Well, that conversation got me to thinking about the most powerful “bath” a person can take. One that doesn’t clean the body, but one that cleanses the soul; baptism!

“…baptism is the ordinance by which former sins are washed away. The washing in water symbolizes the purification of our soul, just as bathing in water cleanses our bodies from the grime and dirt of everyday living and makes us feel refreshed again. But baptism symbolizes something more. It is the beginning of a new life. Just as the resurrection purges the dross and imperfections of mortality and renews and perfects the body, so baptism cleanses the soul from sin and prepares a person to lead a better, more perfect life in the future. (Theodore M. Burton, “To Be Born Again,” Ensign, Sep 1985, 66).

This “spiritual bath” that some of us have taken, happens only once in a lifetime. So how then can we continue to have spiritual “power baths” on a regular basis. The Savior taught us the way when he met with the disciples for their last meal prior to the crucifixion:

“And he took the bread, and gave thanks, and brake it, and gave unto them, saying. This is my body which is given for you: this do in remembrance of me. Likewise also the cup after supper, saying, This cup is the new testament in my blood, which is shed for you.” (Luke 22: 19-20).

The Savior taught his apostles how to take a spiritual “power bath”. A modern-day apostle, Elder Dallin Oaks expounded on this subject when he taught:

“Attendance at Church each week provides the opportunity to partake of the sacrament, as the Lord has commanded us (see D&C 59:9). If we act with the right preparation and attitude, partaking of the sacrament renews the cleansing effect of our baptism and qualifies us for the promise that we will always have His Spirit to be with us. A mission of that Spirit, the Holy Ghost, is to testify of the Father and the Son and to lead us into truth (see John 14:26, 2 Ne. 31:18). Testimony and truth, which are essential to our personal conversion, are the choice harvest of this weekly renewing of our covenants.” (Dallin H. Oaks, “The Gospel in Our Lives,” Liahona, Jul 2002, 36–39).

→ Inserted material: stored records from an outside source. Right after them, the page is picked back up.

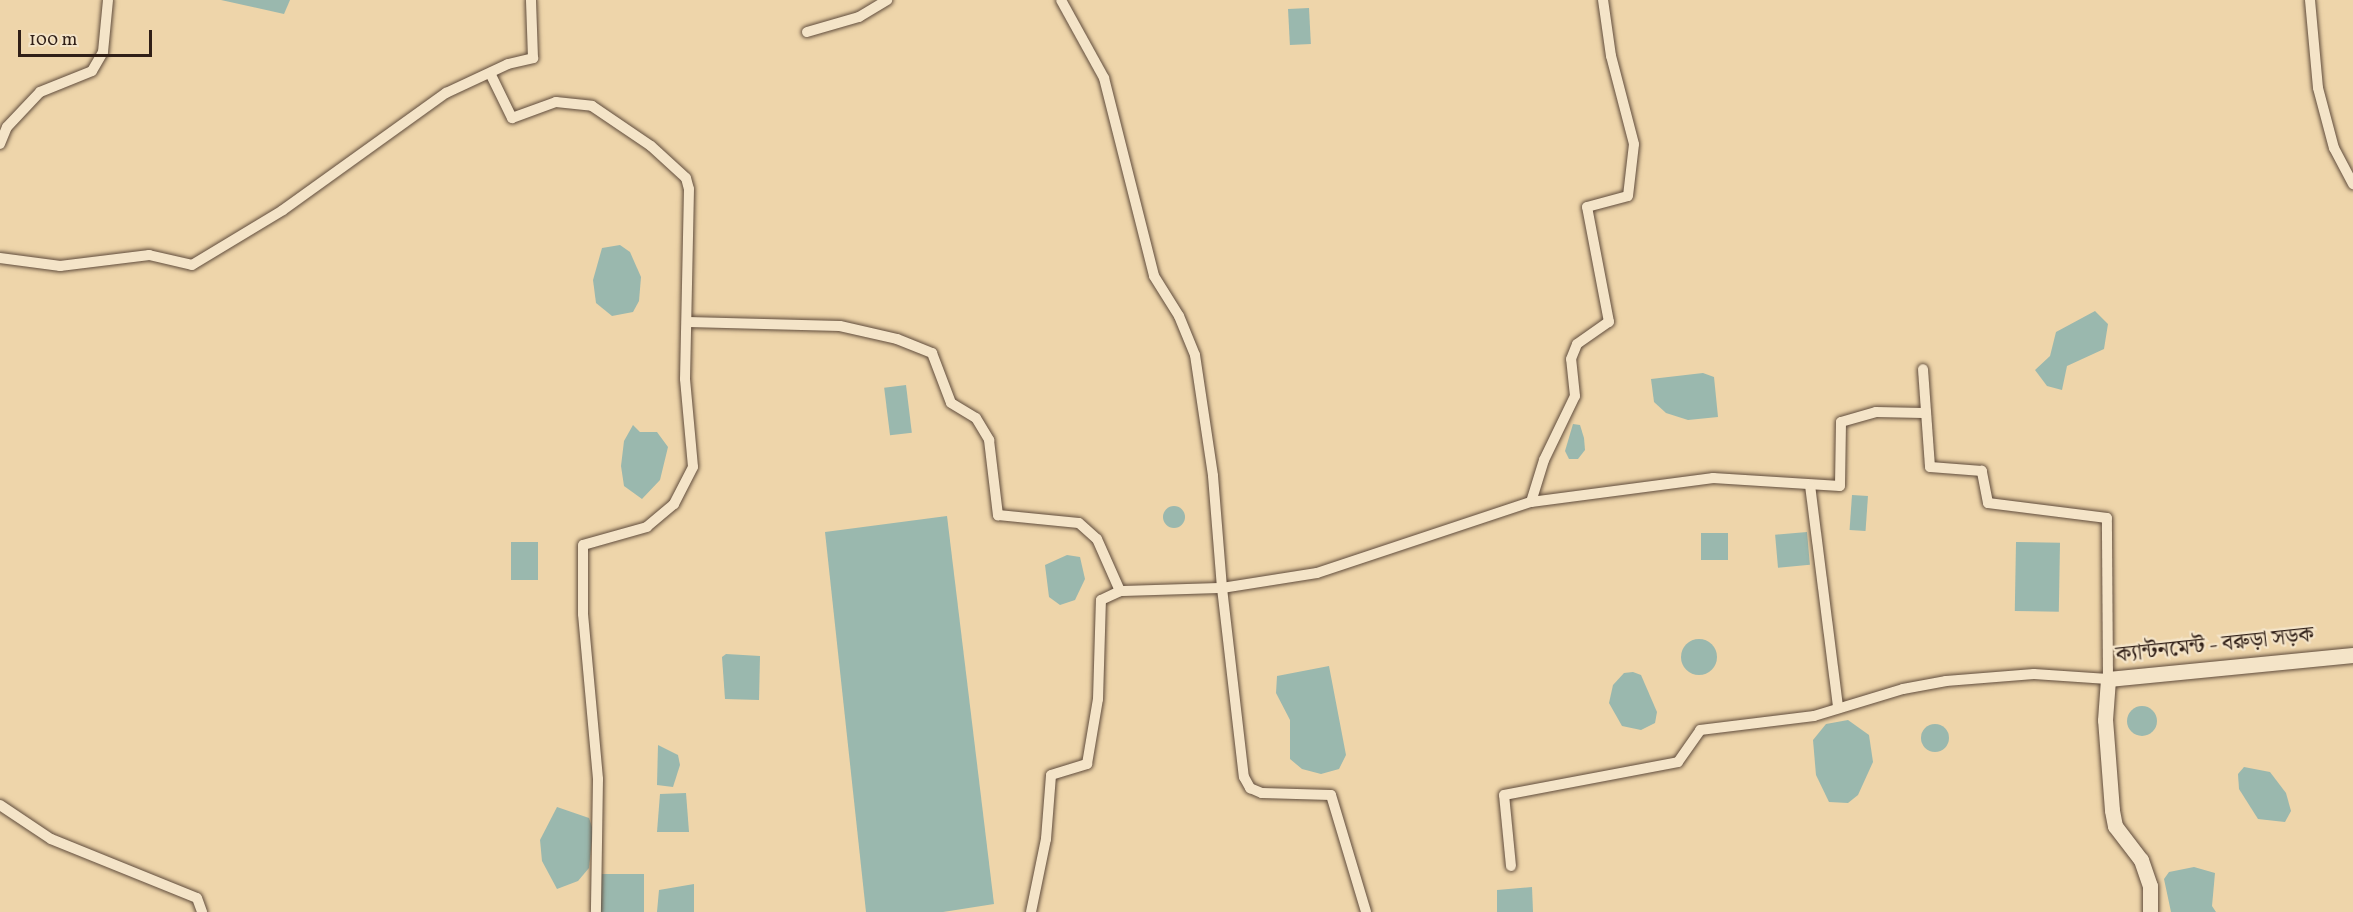 <!DOCTYPE html>
<html>
<head>
<meta charset="utf-8">
<style>
  body { margin:0 }
  #map { position:relative; width:2353px; height:912px; overflow:hidden; background:#eed5aa; font-family:Vollkorn,"Noto Serif Bengali",serif }
  div>[style] { position:absolute }
  [style*='--x'] { left:calc(var(--x)*1px); top:calc(var(--y)*1px); width:calc(var(--w)*1px); rotate:calc(var(--a)*1deg) }
  .water>* { inset:0; background:#9ab8ae; transform-origin:0 0 }
  .round { border-radius:50% }
  .roads { filter:drop-shadow(0 0 2px #604c3c) drop-shadow(0 0 2px #604c3c) }
  .street>* { height:10px; margin:-5px; padding:0 5px; transform-origin:5px; border-radius:5px; background:#f4e4c8 }
  .secondary>* { height:15px; margin:-7.5px; padding:0 7.5px; transform-origin:7.5px; border-radius:7.5px; background:#f4e4c8 }
  span { translate:-50% -50%; white-space:nowrap; text-align:center; line-height:1.15; -webkit-text-stroke:4.5px #f4e4c8; paint-order:stroke }
  .street-label { font-size:22px; color:#301f17 }
  .scale { position:absolute; left:18px; top:30px; width:134px; height:27px; box-sizing:border-box; border:3px solid #301f17; border-top:0; padding-left:8px; font-size:18px; line-height:21px; white-space:nowrap; color:#301f17; -webkit-text-stroke:4px #f4e4c8; paint-order:stroke }
</style>
</head>
<body>
<div id="map">
  <div class="water">
    <div style="clip-path:polygon(221px 0,290px 0,284px 14px)"></div>
    <div style="left:1309px;top:8px;width:36px;height:21px;rotate:87deg"></div>
    <div style="clip-path:polygon(620px 245px,630px 252px,641px 277px,639px 301px,633px 312px,612px 316px,596px 303px,593px 280px,602px 248px)"></div>
    <div style="clip-path:polygon(2095px 311px,2108px 324px,2104px 349px,2067px 366px,2062px 390px,2047px 386px,2035px 370px,2050px 356px,2056px 332px)"></div>
    <div style="clip-path:polygon(1703px 373px,1714px 377px,1718px 417px,1688px 420px,1666px 413px,1654px 402px,1651px 379px)"></div>
    <div style="left:906px;top:385px;width:48px;height:22px;rotate:83deg"></div>
    <div style="clip-path:polygon(1573px 424px,1580px 425px,1584px 438px,1585px 450px,1578px 459px,1569px 459px,1565px 451px)"></div>
    <div style="clip-path:polygon(633px 425px,640px 432px,657px 432px,668px 447px,660px 480px,642px 499px,624px 486px,621px 466px,624px 441px)"></div>
    <div style="left:1852px;top:495px;width:16px;height:35px;rotate:4deg"></div>
    <div class="round" style="left:1163px;top:506px;width:22px;height:22px"></div>
    <div style="clip-path:polygon(947px 516px,994px 904px,943px 912px,866px 912px,825px 532px)"></div>
    <div style="left:1807px;top:532px;width:33px;height:32px;rotate:85deg"></div>
    <div style="left:1701px;top:533px;width:27px;height:27px"></div>
    <div style="left:538px;top:542px;width:38px;height:27px;rotate:90deg"></div>
    <div style="left:2016px;top:542px;width:44px;height:69px;rotate:1deg"></div>
    <div style="clip-path:polygon(1067px 555px,1080px 557px,1085px 579px,1075px 600px,1060px 605px,1049px 597px,1045px 565px)"></div>
    <div class="round" style="left:1681px;top:639px;width:36px;height:36px"></div>
    <div style="clip-path:polygon(726px 654px,760px 656px,759px 700px,725px 699px,722px 657px)"></div>
    <div style="clip-path:polygon(1329px 666px,1346px 755px,1339px 769px,1321px 774px,1302px 769px,1290px 759px,1290px 720px,1276px 693px,1277px 676px)"></div>
    <div style="clip-path:polygon(1633px 672px,1641px 675px,1657px 712px,1655px 723px,1641px 730px,1622px 726px,1609px 703px,1613px 685px,1624px 673px)"></div>
    <div class="round" style="left:2127px;top:706px;width:30px;height:30px"></div>
    <div style="clip-path:polygon(1848px 720px,1869px 735px,1873px 762px,1858px 795px,1848px 803px,1829px 802px,1816px 775px,1813px 740px,1826px 724px)"></div>
    <div class="round" style="left:1921px;top:724px;width:28px;height:28px"></div>
    <div style="clip-path:polygon(658px 745px,678px 755px,680px 765px,673px 787px,657px 785px)"></div>
    <div style="clip-path:polygon(2244px 767px,2270px 772px,2286px 793px,2291px 811px,2285px 822px,2258px 819px,2239px 789px,2238px 774px)"></div>
    <div style="clip-path:polygon(686px 793px,689px 832px,657px 832px,660px 794px)"></div>
    <div style="clip-path:polygon(557px 807px,589px 818px,593px 830px,589px 868px,578px 881px,557px 889px,542px 861px,540px 840px)"></div>
    <div style="clip-path:polygon(2194px 867px,2215px 873px,2212px 906px,2216px 912px,2171px 912px,2164px 879px,2169px 872px)"></div>
    <div style="left:644px;top:874px;width:38px;height:47px;rotate:90deg"></div>
    <div style="clip-path:polygon(694px 884px,694px 912px,657px 912px,659px 890px)"></div>
    <div style="clip-path:polygon(1532px 887px,1533px 912px,1497px 912px,1497px 890px)"></div>
  </div>
  <div class="roads">
    <div class="street">
      <div style="--x:1061;--y:0;--w:89;--a:61.1"></div>
      <div style="--x:1104;--y:78;--w:204;--a:75.8"></div>
      <div style="--x:1154;--y:276;--w:47;--a:58"></div>
      <div style="--x:1179;--y:316;--w:42;--a:67.7"></div>
      <div style="--x:1195;--y:355;--w:122;--a:81.5"></div>
      <div style="--x:1213;--y:476;--w:112;--a:85.4"></div>
      <div style="--x:1222;--y:588;--w:96;--a:-9"></div>
      <div style="--x:1317;--y:573;--w:225;--a:-18.4"></div>
      <div style="--x:1531;--y:502;--w:184;--a:-7.5"></div>
      <div style="--x:1713;--y:478;--w:127;--a:3.6"></div>
      <div style="--x:1840;--y:486;--w:64;--a:-89.1"></div>
      <div style="--x:1841;--y:422;--w:36;--a:-16"></div>
      <div style="--x:1876;--y:412;--w:47;--a:1.2"></div>
      <div style="--x:2310;--y:0;--w:88;--a:84.8"></div>
      <div style="--x:2318;--y:88;--w:62;--a:75.1"></div>
      <div style="--x:2334;--y:148;--w:41;--a:62.2"></div>
      <div style="--x:807;--y:32;--w:54;--a:-16.1"></div>
      <div style="--x:859;--y:17;--w:33;--a:-31"></div>
      <div style="--x:491;--y:75;--w:48;--a:64"></div>
      <div style="--x:512;--y:118;--w:47;--a:-20"></div>
      <div style="--x:556;--y:102;--w:36;--a:6"></div>
      <div style="--x:592;--y:106;--w:71;--a:34.1"></div>
      <div style="--x:651;--y:146;--w:47;--a:42.4"></div>
      <div style="--x:686;--y:178;--w:11;--a:75"></div>
      <div style="--x:689;--y:189;--w:190;--a:91.2"></div>
      <div style="--x:685;--y:379;--w:88;--a:84.8"></div>
      <div style="--x:693;--y:467;--w:42;--a:117.2"></div>
      <div style="--x:674;--y:504;--w:35;--a:140"></div>
      <div style="--x:647;--y:527;--w:66;--a:164.3"></div>
      <div style="--x:583;--y:545;--w:69;--a:90"></div>
      <div style="--x:583;--y:614;--w:166;--a:84.8"></div>
      <div style="--x:598;--y:779;--w:133;--a:90.9"></div>
      <div style="--x:0;--y:144;--w:18;--a:-68"></div>
      <div style="--x:7;--y:127;--w:48;--a:-46.7"></div>
      <div style="--x:40;--y:92;--w:56;--a:-22"></div>
      <div style="--x:92;--y:71;--w:22;--a:-60"></div>
      <div style="--x:103;--y:52;--w:52;--a:-84.5"></div>
      <div style="--x:0;--y:258;--w:61;--a:7.6"></div>
      <div style="--x:60;--y:266;--w:90;--a:-7"></div>
      <div style="--x:149;--y:255;--w:44;--a:13.1"></div>
      <div style="--x:192;--y:265;--w:106;--a:-31.1"></div>
      <div style="--x:283;--y:210;--w:201;--a:-35.7"></div>
      <div style="--x:446;--y:93;--w:68;--a:-25.1"></div>
      <div style="--x:508;--y:64;--w:26;--a:-13"></div>
      <div style="--x:533;--y:58;--w:58;--a:-92"></div>
      <div style="--x:688;--y:322;--w:152;--a:1.5"></div>
      <div style="--x:840;--y:326;--w:58;--a:12.8"></div>
      <div style="--x:897;--y:339;--w:38;--a:22"></div>
      <div style="--x:932;--y:353;--w:53;--a:69.2"></div>
      <div style="--x:951;--y:403;--w:29;--a:31"></div>
      <div style="--x:976;--y:418;--w:26;--a:59"></div>
      <div style="--x:989;--y:440;--w:76;--a:83.2"></div>
      <div style="--x:998;--y:515;--w:81;--a:5.6"></div>
      <div style="--x:1079;--y:523;--w:24;--a:42"></div>
      <div style="--x:1097;--y:539;--w:57;--a:66.1"></div>
      <div style="--x:1810;--y:485;--w:225;--a:82.8"></div>
      <div style="--x:1531;--y:502;--w:44;--a:-72.8"></div>
      <div style="--x:1544;--y:460;--w:71;--a:-64.2"></div>
      <div style="--x:1575;--y:396;--w:37;--a:-96"></div>
      <div style="--x:1571;--y:359;--w:16;--a:-68"></div>
      <div style="--x:1577;--y:344;--w:39;--a:-35"></div>
      <div style="--x:1609;--y:322;--w:117;--a:-100.8"></div>
      <div style="--x:1587;--y:207;--w:42;--a:-15"></div>
      <div style="--x:1628;--y:196;--w:52;--a:-83.4"></div>
      <div style="--x:1634;--y:144;--w:91;--a:-104.6"></div>
      <div style="--x:1611;--y:56;--w:57;--a:-98.1"></div>
      <div style="--x:0;--y:805;--w:61;--a:33.7"></div>
      <div style="--x:51;--y:839;--w:157;--a:22"></div>
      <div style="--x:197;--y:898;--w:15;--a:70"></div>
      <div style="--x:1511;--y:866;--w:71;--a:-95.6"></div>
      <div style="--x:1504;--y:795;--w:177;--a:-10.7"></div>
      <div style="--x:1678;--y:762;--w:39;--a:-55"></div>
      <div style="--x:1700;--y:730;--w:115;--a:-7"></div>
      <div style="--x:1814;--y:716;--w:93;--a:-16.9"></div>
      <div style="--x:1903;--y:689;--w:44;--a:-10.5"></div>
      <div style="--x:1946;--y:681;--w:88;--a:-4.5"></div>
      <div style="--x:2034;--y:674;--w:74;--a:3.9"></div>
      <div style="--x:2108;--y:679;--w:161;--a:-90.4"></div>
      <div style="--x:2107;--y:518;--w:120;--a:-172.8"></div>
      <div style="--x:1988;--y:503;--w:33;--a:-101"></div>
      <div style="--x:1982;--y:471;--w:52;--a:-175.6"></div>
      <div style="--x:1930;--y:467;--w:98;--a:-94.1"></div>
      <div style="--x:1031;--y:912;--w:75;--a:-78.4"></div>
      <div style="--x:1046;--y:839;--w:64;--a:-85.5"></div>
      <div style="--x:1051;--y:775;--w:38;--a:-17"></div>
      <div style="--x:1087;--y:764;--w:66;--a:-80.4"></div>
      <div style="--x:1098;--y:699;--w:99;--a:-88.3"></div>
      <div style="--x:1101;--y:600;--w:21;--a:-25"></div>
      <div style="--x:1120;--y:591;--w:102;--a:-1.7"></div>
      <div style="--x:1222;--y:588;--w:190;--a:83.4"></div>
      <div style="--x:1244;--y:777;--w:13;--a:61"></div>
      <div style="--x:1250;--y:788;--w:13;--a:23"></div>
      <div style="--x:1262;--y:793;--w:69;--a:1.7"></div>
      <div style="--x:1331;--y:795;--w:122;--a:73.3"></div>
    </div>
    <div class="secondary">
      <div style="--x:2150;--y:912;--w:26;--a:-90"></div>
      <div style="--x:2150;--y:886;--w:28;--a:-109"></div>
      <div style="--x:2141;--y:860;--w:43;--a:-127.4"></div>
      <div style="--x:2115;--y:826;--w:16;--a:-101"></div>
      <div style="--x:2112;--y:810;--w:90;--a:-94.4"></div>
      <div style="--x:2105;--y:720;--w:41;--a:-85.8"></div>
      <div style="--x:2108;--y:679;--w:246;--a:-5.6"></div>
    </div>
  </div>
  <div class="street-label">
    <span style="left:2215px;top:646px;rotate:-6deg">ক্যান্টনমেন্ট - বরুড়া সড়ক</span>
  </div>
  <div class="scale">100 m</div>
</div>
</body>
</html>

I know a number of people who don’t see the importance of attendance at church each week. And perhaps we are tempted, from time to time, to become lazy in our routine attendance of Sunday meetings. However, as you can see from Elder Oaks remarks, it is only there, in the chapel, at the church, that we receive the spiritual “power bath” that all of us need to continue onward. It is that jolt of spiritual energy that will see us through another week of this life. So remember, the sacrament or as some call it, communion,  was instituted for a purpose; it is the way the Savior provided for us to have the spiritual “power baths” regularly so we can keep clean of this world and rejuvenate our spirits.